If we compare it with a company like Lithium South Development Corporation (OTCQB:LISMF), a lithium miner currently developing properties in the Lithium Triangle and which I previously covered, we see how much additional risk an investment in Standard Lithium carries relative to that in a more typical DLE operation.
Lithium South is currently evaluating three Direct Lithium Extraction technologies and plans to select the best one to increase recovery without having to build evaporation ponds. However, it has included ponds in its planning phase as a fallback in case none of the technologies pans out. If this were to occur, the impact to shareholders would be minimal. In contrast, if Standard Lithium’s technology doesn’t pan out, the impact to shareholders will be substantial because the company has nothing to fall back on. LANXESS AG owns the resource, and Standard’s deal is contingent on its technology working.
Management is confident that its technology will work out as planned. However, the stock hasn’t been without controversy. In November of last year, the company was the subject of a report put out by Blue Orca Capital, an activist investment firm that focuses on short selling. Among other things, the report cited regulatory filings and questioned the recovery rate that Standard claimed its DLE technology could achieve and the amounts of carbonate produced in the demonstration plant. The company responded by explaining how it arrived at the data listed on the regulatory forms.
In February of this year, Standard was again the subject of a report, this time put out by Hindenburg Research. The report discussed many aspects of the company, including the possibility that its patent applications may be rejected. The company again responded by addressing some of the points brought up in the report.
In and of itself, the release of a report by an activist investment firm is not a reason to avoid or even sell a stock. In this case, management addressed some of the concerns voiced by the activist firms by responding to some of the issues that were brought up.
Insiders are Selling
But as a potential investor in the company, I would have also liked to see that accompanied by some insider buying. The release of reports by activist short sellers often has the effect of depressing the target company’s stock price, presumably making it a better buy. Nothing speaks louder than management defiantly buying a company’s stock after the release of an activist short seller report.

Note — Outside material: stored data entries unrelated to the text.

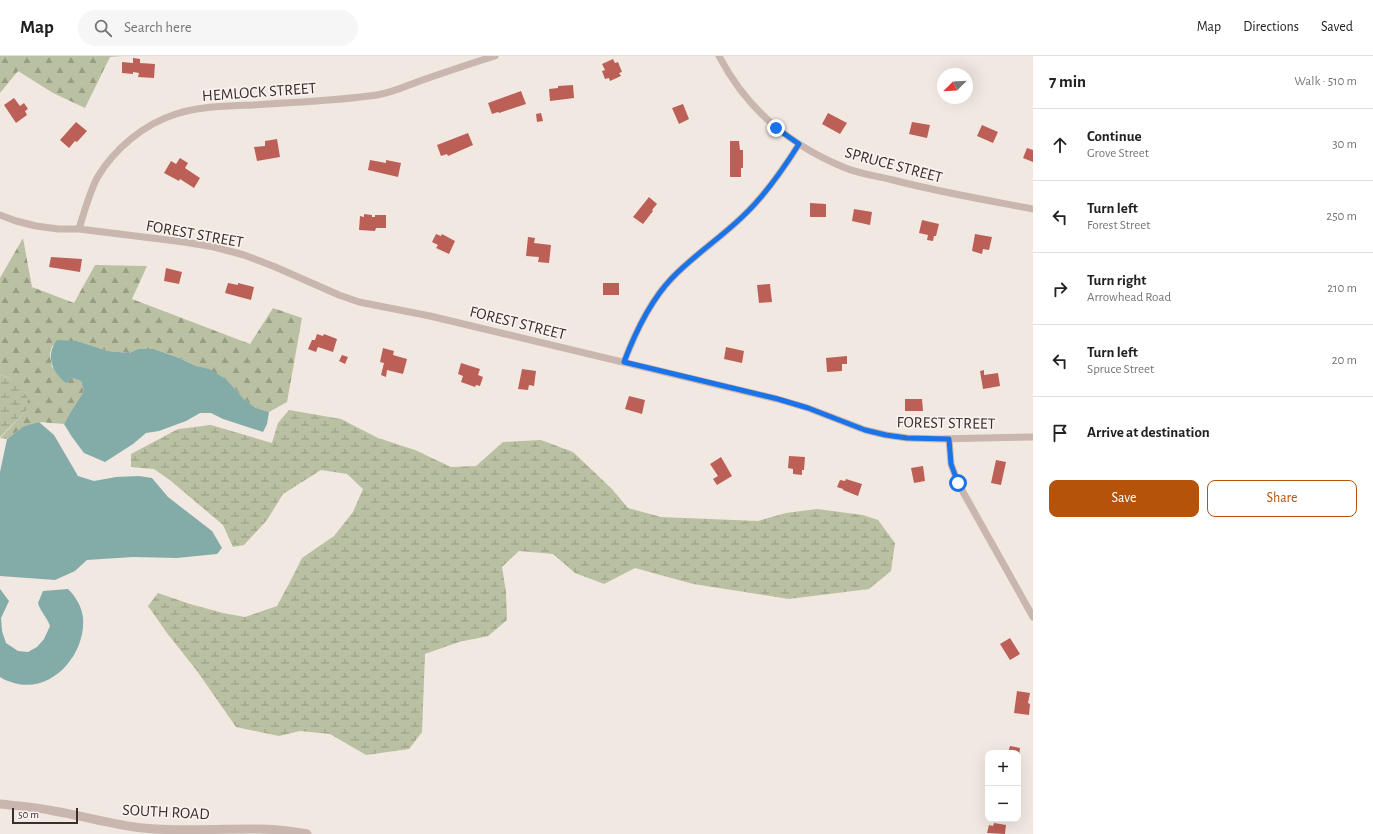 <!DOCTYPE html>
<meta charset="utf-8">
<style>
body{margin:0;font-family:"Alegreya Sans",sans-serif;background:#f6f6f6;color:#222}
.controls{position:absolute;right:12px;bottom:12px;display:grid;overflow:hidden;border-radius:8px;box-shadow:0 4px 16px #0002}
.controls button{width:36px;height:36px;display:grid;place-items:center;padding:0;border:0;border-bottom:1px solid #e0e0e0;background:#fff;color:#222;font:20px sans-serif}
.compass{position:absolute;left:937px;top:12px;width:36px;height:36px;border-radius:50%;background:#fff;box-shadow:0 4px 16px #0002;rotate:246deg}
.scale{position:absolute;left:12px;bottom:10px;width:66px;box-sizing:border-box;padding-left:4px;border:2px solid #382e2c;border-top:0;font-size:11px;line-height:14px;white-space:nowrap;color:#382e2c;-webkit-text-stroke:3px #f9f2ee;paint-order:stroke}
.stop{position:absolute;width:12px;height:12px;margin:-9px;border:3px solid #1a73e8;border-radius:50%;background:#fff}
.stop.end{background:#1a73e8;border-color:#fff;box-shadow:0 1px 4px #0008}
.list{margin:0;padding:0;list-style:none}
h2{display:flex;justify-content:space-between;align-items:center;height:52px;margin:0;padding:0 16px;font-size:17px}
h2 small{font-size:13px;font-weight:400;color:#767676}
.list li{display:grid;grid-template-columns:26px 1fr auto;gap:12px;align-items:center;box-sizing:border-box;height:72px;padding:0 16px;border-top:1px solid #e0e0e0}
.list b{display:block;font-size:15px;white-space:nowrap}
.list p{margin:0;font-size:13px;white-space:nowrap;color:#767676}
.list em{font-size:13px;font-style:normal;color:#767676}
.actions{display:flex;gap:8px;padding:12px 16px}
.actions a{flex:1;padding:9px 0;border:1px solid #b45309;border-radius:8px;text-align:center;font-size:14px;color:#b45309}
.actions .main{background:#b45309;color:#fff}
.icon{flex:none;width:22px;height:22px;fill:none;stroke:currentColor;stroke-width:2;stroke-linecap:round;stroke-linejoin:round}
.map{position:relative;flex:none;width:1033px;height:778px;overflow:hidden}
header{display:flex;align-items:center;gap:24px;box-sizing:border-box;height:56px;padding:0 20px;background:#fff;border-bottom:1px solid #e0e0e0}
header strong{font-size:19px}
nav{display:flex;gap:22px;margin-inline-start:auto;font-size:14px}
.search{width:280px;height:36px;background:#f6f6f6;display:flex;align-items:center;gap:10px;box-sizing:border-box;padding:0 14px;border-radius:22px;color:#767676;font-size:15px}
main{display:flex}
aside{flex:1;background:#fff}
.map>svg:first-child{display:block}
.forest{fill:url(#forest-firs)}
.wetland{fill:url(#wetland-marsh)}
.water{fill:#83aca8}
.building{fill:#bc5f56}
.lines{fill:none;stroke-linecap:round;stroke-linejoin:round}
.minor{stroke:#c9b6ae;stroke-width:7}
.tertiary{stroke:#c9b6ae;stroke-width:9}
.route{stroke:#1a73e8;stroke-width:5}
.labels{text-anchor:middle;stroke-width:3.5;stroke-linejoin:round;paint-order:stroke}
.street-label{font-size:16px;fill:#382e2c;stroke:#f9f2ee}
</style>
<header>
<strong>Map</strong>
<div class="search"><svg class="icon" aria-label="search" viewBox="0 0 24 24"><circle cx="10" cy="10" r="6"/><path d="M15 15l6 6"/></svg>Search here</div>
<nav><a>Map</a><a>Directions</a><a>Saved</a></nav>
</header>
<main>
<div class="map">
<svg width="1033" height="778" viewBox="0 0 1033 778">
<defs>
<pattern id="forest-firs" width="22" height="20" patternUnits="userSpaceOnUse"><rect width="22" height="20" fill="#bac0a2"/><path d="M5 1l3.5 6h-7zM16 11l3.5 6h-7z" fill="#989c84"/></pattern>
<pattern id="wetland-marsh" width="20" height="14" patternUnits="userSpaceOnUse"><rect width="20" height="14" fill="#bac0a2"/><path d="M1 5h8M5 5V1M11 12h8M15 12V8" fill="none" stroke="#989c84"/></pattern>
</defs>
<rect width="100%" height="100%" fill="#f2e8e2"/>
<path class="forest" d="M0 0H122L110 1 85 52 53 37 18 15 0 37Z
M23 182 32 231 74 247 95 209 147 210 132 243 250 288 273 252 302 262 287 346 269 356 256 352 244 343 226 323 209 314 196 310 179 302 154 293H138L129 297 108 295 77 285 52 290 50 298 52 311 81 325 84 335 70 357 64 368 39 366 24 370 7 383 0 382 27 354 12 323 0 319V222Z"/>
<path class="wetland" d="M0 319 12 323 28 342 27 354 0 381Z
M289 354 341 363 378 382 415 394 451 411 476 410 503 386 541 384 573 396 612 433 628 452 661 461 758 465 786 457 817 453 863 459 878 464 895 487 891 515 869 533 789 543 693 528 635 512 604 528 575 517 553 498 519 495 502 511 506 536 507 564 488 580 459 586 425 598 422 676 409 693 366 699 330 678 300 675 279 680 236 671 197 615 167 577 148 550 158 537 190 548 223 557 245 561 277 550 292 522 302 502 334 480 353 456 363 433 347 418 321 414 283 438 267 464 244 489 233 491 223 469 171 425 154 413 131 411V398L178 373 211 369 272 387 278 367Z"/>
<path class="water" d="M57 284 77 285 108 295 129 297 138 293H154L179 302 196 310 209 313 226 323 244 343 256 352 269 356 267 368 263 376 223 363 211 357H200L186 365 159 375 146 377 133 388 105 406 84 397 72 381 64 368 70 357 84 335 81 325 73 322 66 327C52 316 45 299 57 284Z
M39 366 54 379 78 420 94 425 116 421 139 420 152 422 168 441 212 475 222 492 217 498 177 502 133 501 87 504 75 515 55 524 0 520V416L7 383 24 370Z
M0 533 9 545 1 562 2 575 6 587 18 595 28 596 37 591 44 583 50 570C47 561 40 555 38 547L43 535 68 533C76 541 82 551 83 562 86 598 52 638 14 627 9 625 4 624 0 621Z"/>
<path class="building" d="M133 2 140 3V7L155 8 154 22 138 21 139 17 133 16V18L122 17V6L133 7Z
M613 3 615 7 618 6 622 16 619 17 621 20 610 25 609 22 605 23 602 15 605 14 602 8Z
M573 29 574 42 550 45 549 33 558 32V30Z
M521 35 526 48 499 57 498 56 492 58 488 47Z
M14 42 20 50 24 47 28 53 25 55 27 59 16 67 4 49Z
M683 48 689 63 679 68 672 52Z
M541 57 543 65 537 66 536 58Z
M828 57 847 67 840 78 822 68Z
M76 66 87 75 77 86 75 85 69 92 60 84Z
M912 66 930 69 927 82 909 78Z
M982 69 998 76 993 87 977 80Z
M468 77 473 89 448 100 447 98 441 100 437 89Z
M277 83 280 101 257 105 254 91 265 90V85Z
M730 85H739L740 94H743V112H741V121H730Z
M1027 92 1033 94V106L1023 102Z
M180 102 188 107 185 112 200 122 194 132 180 123 179 125 164 117 171 105 176 108Z
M370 104 386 107V104L401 107 398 121 368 114Z
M649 141 657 148 652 154 653 155 643 168 633 161Z
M810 147 826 148V161H810Z
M854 153 872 156 870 169 852 165Z
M364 158 372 159V161H375V159H386V172H376L375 175 359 174 360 160 364 161Z
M922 164 939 168 936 180H934L933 185 927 184 928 179 919 177Z
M436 178 441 180 442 178 455 185 449 198 436 192 438 189 432 186Z
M975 178 992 181 989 194 983 193 982 198 972 195Z
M528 181 535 182 534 187 551 189 549 207 538 206 539 201 526 200Z
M51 201 82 203 80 216 49 211Z
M166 212 182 216 179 228 164 225Z
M228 227 238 229V227L254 231 251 244 225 237Z
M603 227H619V239H603Z
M770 228 772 246 759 247 757 229Z
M317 278 323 280 324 278 337 283 333 296 318 291 316 296 308 293 312 284H315Z
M726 291 744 295 742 307 724 303Z
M383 292 394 295 393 299 407 303 403 318 387 314 386 321 381 319 384 307 380 306Z
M342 299 348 301 345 308 339 305Z
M847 300V308H842V315L827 316 826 302Z
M461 307 480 313 478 319 483 321 480 330 476 329 475 331 461 326 463 320 458 318Z
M522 313 536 315 534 330 529 329 528 334 518 333Z
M984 314V319L998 317 1000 330 983 333 980 315Z
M629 340 645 344 642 358 625 353Z
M905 343H922L923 355H905Z
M789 400 805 401 804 414H802V419L793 418V413L788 412Z
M721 401 732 420 717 429 713 423 718 420 710 408Z
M996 404 1006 406 1001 429 991 427Z
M923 410 925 425 914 427 911 412Z
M846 423 862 428 858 440 843 434V433L837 431 840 424 845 425Z
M1010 582 1020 598 1010 604 1000 588Z
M1017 635 1030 637 1028 647 1030 648 1029 659 1014 657Z
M1010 690 1020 692 1019 700 1018 697H1008Z
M994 767 1006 769 1005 778 987 777 989 769 993 770Z"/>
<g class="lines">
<path class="minor" d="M719 0C746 52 790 89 843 111 859 118 877 120 893 124 939 136 986 144 1033 153
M0 159 16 165 36 170 58 173H79L184 186 214 191 244 199 273 210 339 239 359 246 430 260 777 343 808 352 865 374 886 379 907 382 939 383 1033 381
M79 173C84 156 89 138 97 122 114 93 144 68 176 58 201 50 227 50 253 49 295 46 336 45 377 39 391 37 404 31 417 26 443 17 469 8 495 0
M624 306C635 277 650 245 672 222 693 200 719 183 741 162 764 141 782 115 799 88
M949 383 951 408 958 427 1033 561"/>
<path class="tertiary" d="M0 748C18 750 36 751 54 755 84 760 113 769 143 772 198 778 253 767 307 778"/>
</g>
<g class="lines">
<path class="route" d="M776 72 799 88C782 115 764 141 741 162 719 183 693 200 672 222 650 245 635 277 624 306L778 343 808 352 865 374 886 379 907 382 949 383 951 408 958 427"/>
</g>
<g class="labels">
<g class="street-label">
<text transform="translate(259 35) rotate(-4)" y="6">HEMLOCK STREET</text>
<text transform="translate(894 108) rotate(15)" y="6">SPRUCE STREET</text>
<text transform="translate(195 177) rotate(10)" y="6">FOREST STREET</text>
<text transform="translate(518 266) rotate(14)" y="6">FOREST STREET</text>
<text transform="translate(946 366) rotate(1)" y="6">FOREST STREET</text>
<text transform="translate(166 755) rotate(3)" y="6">SOUTH ROAD</text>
</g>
</g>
</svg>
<div class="controls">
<button>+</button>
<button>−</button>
</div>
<svg class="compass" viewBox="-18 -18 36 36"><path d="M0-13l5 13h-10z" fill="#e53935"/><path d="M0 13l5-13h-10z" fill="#767676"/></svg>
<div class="scale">50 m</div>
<div class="stop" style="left:958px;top:427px"></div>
<div class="stop end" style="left:776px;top:72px"></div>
</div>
<aside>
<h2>7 min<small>Walk · 510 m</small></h2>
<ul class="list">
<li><svg class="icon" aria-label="ahead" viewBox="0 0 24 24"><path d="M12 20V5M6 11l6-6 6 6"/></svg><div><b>Continue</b><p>Grove Street</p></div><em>30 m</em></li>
<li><svg class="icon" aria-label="left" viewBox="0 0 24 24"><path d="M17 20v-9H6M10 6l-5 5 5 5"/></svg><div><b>Turn left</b><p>Forest Street</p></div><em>250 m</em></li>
<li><svg class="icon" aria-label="right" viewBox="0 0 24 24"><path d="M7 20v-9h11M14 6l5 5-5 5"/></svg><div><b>Turn right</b><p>Arrowhead Road</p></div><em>210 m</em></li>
<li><svg class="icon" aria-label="left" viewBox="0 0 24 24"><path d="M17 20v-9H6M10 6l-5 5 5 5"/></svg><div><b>Turn left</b><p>Spruce Street</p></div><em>20 m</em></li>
<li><svg class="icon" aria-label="arrive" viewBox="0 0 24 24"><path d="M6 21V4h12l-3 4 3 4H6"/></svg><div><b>Arrive at destination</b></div></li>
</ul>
<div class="actions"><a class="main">Save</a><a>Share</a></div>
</aside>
</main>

However, that’s not what happened here. Standard Lithium has a listing on the Toronto Stock Exchange which freely provides the insider trading activity for the company for anyone wishing to see it. As can be seen below, over the last six months insiders have sold over 1.3 million shares in the company and have not purchased any stock. The transactions were made by 5 individuals, including Robert Mintak, the company’s CEO.
Much of Standard Lithium’s value rides on it being granted the patents for its LiSTR DLE technology, something which is not a foregone conclusion. That uncertainty is only amplified by the cloud brought about by the activist short seller reports. In spite of that, I may have considered buying the stock if I had seen management also buying up shares for themselves, as that would have given me greater faith in the DLE tech.
But, given all this uncertainty, I’m not going to buy a stock if it’s being sold to me by an insider looking to reduce their position. For that reason, I believe Standard Lithium stock should be avoided until there’s greater clarity on the company’s patent portfolio.